Governo estuda liberação de até R$ 17 bilhões do FGTS para auxiliar trabalhadores endividados
O governo federal está analisando uma proposta que pode liberar aproximadamente R$ 17 bilhões do Fundo de Garantia por Tempo de Serviço (FGTS) para ajudar trabalhadores brasileiros a quitar suas dívidas. A iniciativa, que está sob avaliação do Ministério do Trabalho e Emprego (MTE), pode ser anunciada nos próximos dias, representando um significativo alívio financeiro para milhões de cidadãos.
Duas medidas principais compõem o plano
O plano do governo prevê duas medidas distintas, cada uma com objetivos e públicos específicos:
- Até R$ 10 bilhões para trabalhadores de baixa renda
A primeira medida tem como foco principal os trabalhadores de menor poder aquisitivo, com previsão de liberação de um montante entre R$ 9 bilhões e R$ 10 bilhões. A proposta estabelece que não serão contemplados aqueles que recebem salários mais elevados, como na faixa de R$ 20 mil mensais, por exemplo. O entendimento do Ministério é que essa parcela da população teria condições mais favoráveis para arcar com seus compromissos financeiros sem auxílio adicional.
Embora o recorte por faixa de renda seja claro, o MTE ainda não divulgou qual seria o teto salarial exato para enquadramento nesta modalidade de ajuda. A medida busca oferecer um respiro financeiro justamente para quem mais precisa, em um contexto de endividamento crescente entre as famílias brasileiras.
- R$ 7 bilhões para 10 milhões de trabalhadores com saque-aniversário bloqueado
A segunda medida, que já havia sido divulgada anteriormente, prevê a liberação de cerca de R$ 7 bilhões para aproximadamente 10 milhões de trabalhadores que aderiram ao saque-aniversário, foram demitidos e tiveram parte do saldo do FGTS bloqueado como garantia de empréstimos bancários.
Na prática, essa proposta busca devolver valores que permaneceram bloqueados além do necessário nessas operações financeiras.
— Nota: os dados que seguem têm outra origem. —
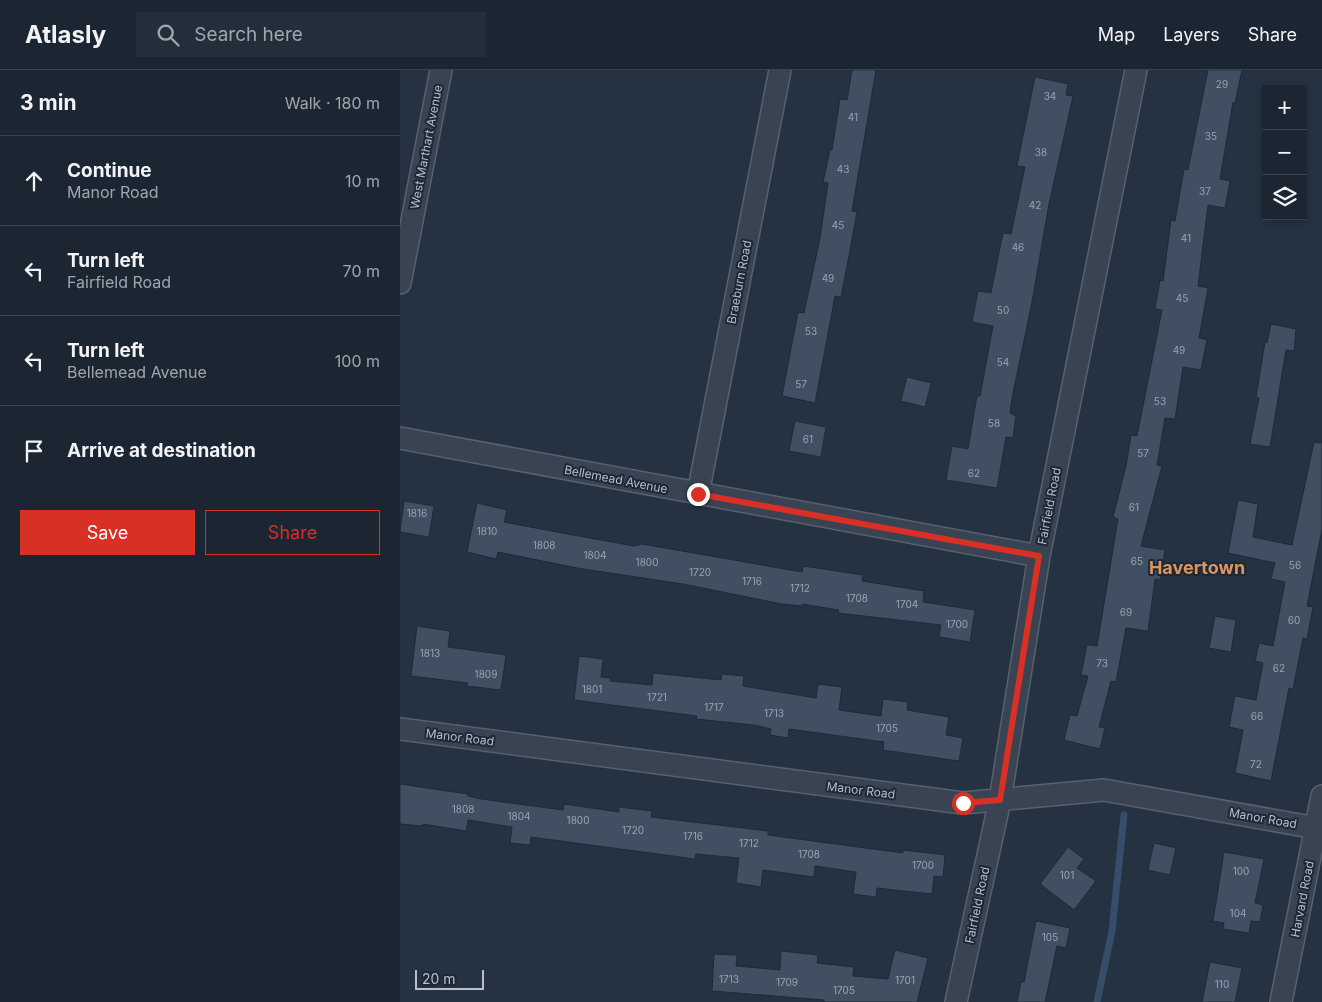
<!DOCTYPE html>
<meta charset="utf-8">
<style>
:root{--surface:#1b2632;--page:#242e3a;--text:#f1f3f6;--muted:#a0a5ac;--line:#39434d;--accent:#d93025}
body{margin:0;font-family:Inter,sans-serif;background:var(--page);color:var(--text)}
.controls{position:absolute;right:15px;top:15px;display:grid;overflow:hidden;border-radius:0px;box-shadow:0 2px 8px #0003}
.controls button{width:45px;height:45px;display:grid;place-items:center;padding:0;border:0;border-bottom:1px solid var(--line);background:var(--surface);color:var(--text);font:25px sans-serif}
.scale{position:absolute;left:15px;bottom:12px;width:69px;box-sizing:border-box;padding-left:5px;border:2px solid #b6bfcc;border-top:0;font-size:14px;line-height:18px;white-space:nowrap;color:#b6bfcc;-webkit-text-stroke:4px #1d2837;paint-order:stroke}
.stop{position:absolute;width:15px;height:15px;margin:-11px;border:4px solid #d93025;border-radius:50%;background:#fff}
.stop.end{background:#d93025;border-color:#fff;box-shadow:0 1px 5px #0008}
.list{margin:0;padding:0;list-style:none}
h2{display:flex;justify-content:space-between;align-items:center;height:65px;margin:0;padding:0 20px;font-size:21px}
h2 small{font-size:16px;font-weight:400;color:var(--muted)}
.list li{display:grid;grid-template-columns:32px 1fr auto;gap:15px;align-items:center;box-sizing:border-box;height:90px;padding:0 20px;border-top:1px solid var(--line)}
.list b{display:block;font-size:19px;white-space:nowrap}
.list p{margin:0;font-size:16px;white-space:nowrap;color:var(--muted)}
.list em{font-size:16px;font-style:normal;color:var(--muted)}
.actions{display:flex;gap:10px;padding:15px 20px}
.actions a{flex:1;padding:11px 0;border:1px solid var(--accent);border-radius:0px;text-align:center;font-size:18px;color:var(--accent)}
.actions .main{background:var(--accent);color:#fff}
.icon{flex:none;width:28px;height:28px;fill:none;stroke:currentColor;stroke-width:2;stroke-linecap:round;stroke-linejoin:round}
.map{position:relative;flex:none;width:922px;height:932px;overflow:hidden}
header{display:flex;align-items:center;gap:30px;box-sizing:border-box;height:70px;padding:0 25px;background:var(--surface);border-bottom:1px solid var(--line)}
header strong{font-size:24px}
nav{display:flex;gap:28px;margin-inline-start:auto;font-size:18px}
.search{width:350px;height:45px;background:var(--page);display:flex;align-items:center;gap:12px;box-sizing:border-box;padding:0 18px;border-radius:0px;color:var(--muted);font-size:19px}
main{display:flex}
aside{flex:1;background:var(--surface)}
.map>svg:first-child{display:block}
</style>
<header>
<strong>Atlasly</strong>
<div class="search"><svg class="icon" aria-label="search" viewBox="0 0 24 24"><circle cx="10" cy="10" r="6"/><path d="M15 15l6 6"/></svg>Search here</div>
<nav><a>Map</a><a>Layers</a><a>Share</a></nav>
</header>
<main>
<aside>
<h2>3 min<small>Walk · 180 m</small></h2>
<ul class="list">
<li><svg class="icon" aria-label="ahead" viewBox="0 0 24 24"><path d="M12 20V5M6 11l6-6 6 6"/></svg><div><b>Continue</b><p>Manor Road</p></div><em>10 m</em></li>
<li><svg class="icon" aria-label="left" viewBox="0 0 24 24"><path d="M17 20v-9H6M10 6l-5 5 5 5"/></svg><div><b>Turn left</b><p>Fairfield Road</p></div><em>70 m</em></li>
<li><svg class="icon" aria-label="left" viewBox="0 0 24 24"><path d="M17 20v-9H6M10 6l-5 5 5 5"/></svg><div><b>Turn left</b><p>Bellemead Avenue</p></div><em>100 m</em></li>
<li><svg class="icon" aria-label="arrive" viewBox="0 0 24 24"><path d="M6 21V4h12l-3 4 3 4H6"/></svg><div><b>Arrive at destination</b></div></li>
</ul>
<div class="actions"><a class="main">Save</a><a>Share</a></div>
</aside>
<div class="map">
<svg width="922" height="932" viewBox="0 0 922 932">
<rect width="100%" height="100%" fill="#243242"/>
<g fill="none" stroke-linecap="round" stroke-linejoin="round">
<path stroke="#374d6a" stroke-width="7" d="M697,932L712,861L724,745"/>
</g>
<path fill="#405062" stroke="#1f2a39" d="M452,0H476L452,141L457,142L448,191L441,227L435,226L415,333L382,326L398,242L404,243L420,168L428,113L423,112L430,80H432L440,29L447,30Z
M808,0H842L835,33L833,32L820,109L830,111L825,138L808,135L798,216L808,218L799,268L807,270L801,300L783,297L775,349L765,348L757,395L762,396L741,476L765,480L760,510L755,509L748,561L726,558L716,612L711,611L699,657L705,658L700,679L664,670L670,645L677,646L688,606L681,605L687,575L697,576L718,449L713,447L726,396L731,365L737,366L762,240L755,239L760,210L763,211L771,150L775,151L784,99L788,100Z
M635,7L668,14L666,25L673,26L649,134L632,232L612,328L610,343L616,346L613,368L606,367L597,418L546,410L552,376L568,379L577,326H580L593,256L572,252L578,221L591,223L603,163L611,164L625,97L617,96Z
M871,254L896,259L894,281L886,280L870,377L850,374L859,328L856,327L865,272L867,273Z
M507,307L531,313L525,337L501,331Z
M395,351L426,357L421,387L389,381Z
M914,372L922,373V459L907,536L913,537L907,569L903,568L893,619L889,618L871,711L835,703L843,660L829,657L835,626L856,630L863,593L855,591L859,573L873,576L885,512L871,509L875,493L828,483L838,430L858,434L853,467L892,475Z
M4,431L34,436L29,467L0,462Z
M77,433L107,440L104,452L162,463L234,476L242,474L402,502L403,496L463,505L462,511L524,521L523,532L575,540L570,572L539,567L541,555L438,543L439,540L402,534V536L382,534L283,514L177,498L98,482L96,489L67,482Z
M815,546L836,550L831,582L809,578Z
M17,556L50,561L48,577L106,585L101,620L67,616L68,613L11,606Z
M179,586L203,589L201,607L210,608V611L252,615L253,603L321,610L322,604L344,606L343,616L416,628L418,614L442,617L439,640L481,646L483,629L508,632L507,640L549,647L546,665L563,668L559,691L483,680L484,672L389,659L388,668L370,665L371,659L354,655L296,649L297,646L174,630Z
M0,714L68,724V726L81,729L163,740L164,734L219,742V737L252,741L251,747L368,761V765L503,783V780L545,785L543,807L534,806L532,824L477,818L476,827L453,824L456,802L415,796L414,807L363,800L361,817L336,813L339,788L296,784L295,789L131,767L130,775L110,773L112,757L68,750L66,761L23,754V756L0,754Z
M754,773L776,778L770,805L748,800Z
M668,777L684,789L677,798L696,811L674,840L640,814Z
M824,782L864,789L855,833L863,835L860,852L851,851L849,863L823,859L824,853L813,851Z
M636,851L670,858L666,878L657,876L645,932H617L621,912H624Z
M495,880L528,888L517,932H424V930L312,921L314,884L337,885L336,896L380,900L381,881L418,885L417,893L454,897L453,906L488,909Z
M810,892L842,898L835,932H802Z"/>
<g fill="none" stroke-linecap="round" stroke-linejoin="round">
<defs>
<path id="street" d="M0,213L41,0
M0,368L639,486
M298,424L380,0
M0,659L563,733L704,720L922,759
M556,932L600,730L639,486L736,0
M881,932L922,726"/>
</defs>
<use href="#street" stroke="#57616f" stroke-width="24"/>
<use href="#street" stroke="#394352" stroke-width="21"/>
</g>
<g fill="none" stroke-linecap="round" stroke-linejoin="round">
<path stroke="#d93025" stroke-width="6" d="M298,424L639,486L600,730L563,733"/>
</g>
<g text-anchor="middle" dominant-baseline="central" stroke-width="4" stroke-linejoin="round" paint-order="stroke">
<g font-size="10" fill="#98a3b2">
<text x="822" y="14">29</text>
<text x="650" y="26">34</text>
<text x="453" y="47">41</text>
<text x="811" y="66">35</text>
<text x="641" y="82">38</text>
<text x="443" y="99">43</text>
<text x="805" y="121">37</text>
<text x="635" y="135">42</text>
<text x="438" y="155">45</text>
<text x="786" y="168">41</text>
<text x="618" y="177">46</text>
<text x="428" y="208">49</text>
<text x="782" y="228">45</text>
<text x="603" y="240">50</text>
<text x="411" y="261">53</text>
<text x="779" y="280">49</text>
<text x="603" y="292">54</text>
<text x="401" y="314">57</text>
<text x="760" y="331">53</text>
<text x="594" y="353">58</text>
<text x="408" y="369">61</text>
<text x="743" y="383">57</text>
<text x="574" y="403">62</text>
<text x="734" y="437">61</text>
<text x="17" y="443">1816</text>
<text x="87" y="461">1810</text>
<text x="144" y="475">1808</text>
<text x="195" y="485">1804</text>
<text x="737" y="491">65</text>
<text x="247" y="492">1800</text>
<text x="895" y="495">56</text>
<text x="300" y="502">1720</text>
<text x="352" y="511">1716</text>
<text x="400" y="518">1712</text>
<text x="457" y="528">1708</text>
<text x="507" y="534">1704</text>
<text x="726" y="542">69</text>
<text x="894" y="550">60</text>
<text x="557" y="554">1700</text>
<text x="30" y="583">1813</text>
<text x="702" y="593">73</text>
<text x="879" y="598">62</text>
<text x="86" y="604">1809</text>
<text x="192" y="619">1801</text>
<text x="257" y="627">1721</text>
<text x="314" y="637">1717</text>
<text x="374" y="643">1713</text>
<text x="857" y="646">66</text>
<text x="487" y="658">1705</text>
<text x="856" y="694">72</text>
<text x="63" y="739">1808</text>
<text x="119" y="746">1804</text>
<text x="178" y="750">1800</text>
<text x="233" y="760">1720</text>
<text x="293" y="766">1716</text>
<text x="349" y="773">1712</text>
<text x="409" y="784">1708</text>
<text x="523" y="795">1700</text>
<text x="841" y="801">100</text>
<text x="667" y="805">101</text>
<text x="838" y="843">104</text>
<text x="650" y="867">105</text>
<text x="329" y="909">1713</text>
<text x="505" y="910">1701</text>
<text x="387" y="912">1709</text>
<text x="822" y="914">110</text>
<text x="444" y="920">1705</text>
</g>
<g font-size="12" fill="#b6bfcc" stroke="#1d2837">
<text transform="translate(26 77) rotate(-79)">West Marthart Avenue</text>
<text transform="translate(339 212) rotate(-79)">Braeburn Road</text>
<text transform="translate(216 409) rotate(11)">Bellemead Avenue</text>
<text transform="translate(649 436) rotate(-79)">Fairfield Road</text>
<text transform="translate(60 667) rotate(7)">Manor Road</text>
<text transform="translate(461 720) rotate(7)">Manor Road</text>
<text transform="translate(863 748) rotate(10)">Manor Road</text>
<text transform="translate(902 829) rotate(-79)">Harvard Road</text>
<text transform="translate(577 835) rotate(-78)">Fairfield Road</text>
</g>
<g font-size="18" font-weight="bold" fill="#dc9561" stroke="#1d2837">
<text x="797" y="497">Havertown</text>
</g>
</g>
</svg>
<div class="controls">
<button>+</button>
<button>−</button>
<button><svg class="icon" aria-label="layers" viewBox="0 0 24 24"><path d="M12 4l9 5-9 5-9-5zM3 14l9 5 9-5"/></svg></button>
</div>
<div class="scale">20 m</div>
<div class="stop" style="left:563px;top:733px"></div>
<div class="stop end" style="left:298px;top:424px"></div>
</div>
</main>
Quando o trabalhador antecipa o saque-aniversário, a Caixa Econômica Federal retém parte do saldo do FGTS como garantia do empréstimo — uma reserva para cobrir eventuais dificuldades no pagamento da dívida.
Excedente bloqueado será liberado
Segundo o Ministério do Trabalho, esse bloqueio costuma ser superior ao valor real da dívida. Em um exemplo citado pelas autoridades, podem ser retidos R$ 10 mil como garantia para cobrir um débito de aproximadamente R$ 6,4 mil. A diferença — que não corresponde à dívida efetiva — fica indisponível para o trabalhador.
A proposta em estudo prevê justamente a liberação desse excedente, com depósito direto na conta do trabalhador. A medida deve alcançar quem utilizou a antecipação do saque-aniversário entre janeiro de 2020 e 23 de dezembro de 2025. Para entrar em vigor, será necessária a edição de uma Medida Provisória (MP).
Diferentemente da primeira medida, esta iniciativa não terá recorte por faixa de renda, já que se trata de recursos que já pertencem ao trabalhador, mas que permaneceram retidos em excesso pelas instituições financeiras.
Contexto mais amplo: unificação de dívidas
Esta proposta do FGTS se insere em um contexto mais amplo de medidas do governo para socorrer brasileiros endividados. Conforme antecipado por fontes governamentais, o presidente Luiz Inácio Lula da Silva e o ministro da Fazenda, Dario Durigan, se reuniram recentemente para definir estratégias de refinanciamento de dívidas.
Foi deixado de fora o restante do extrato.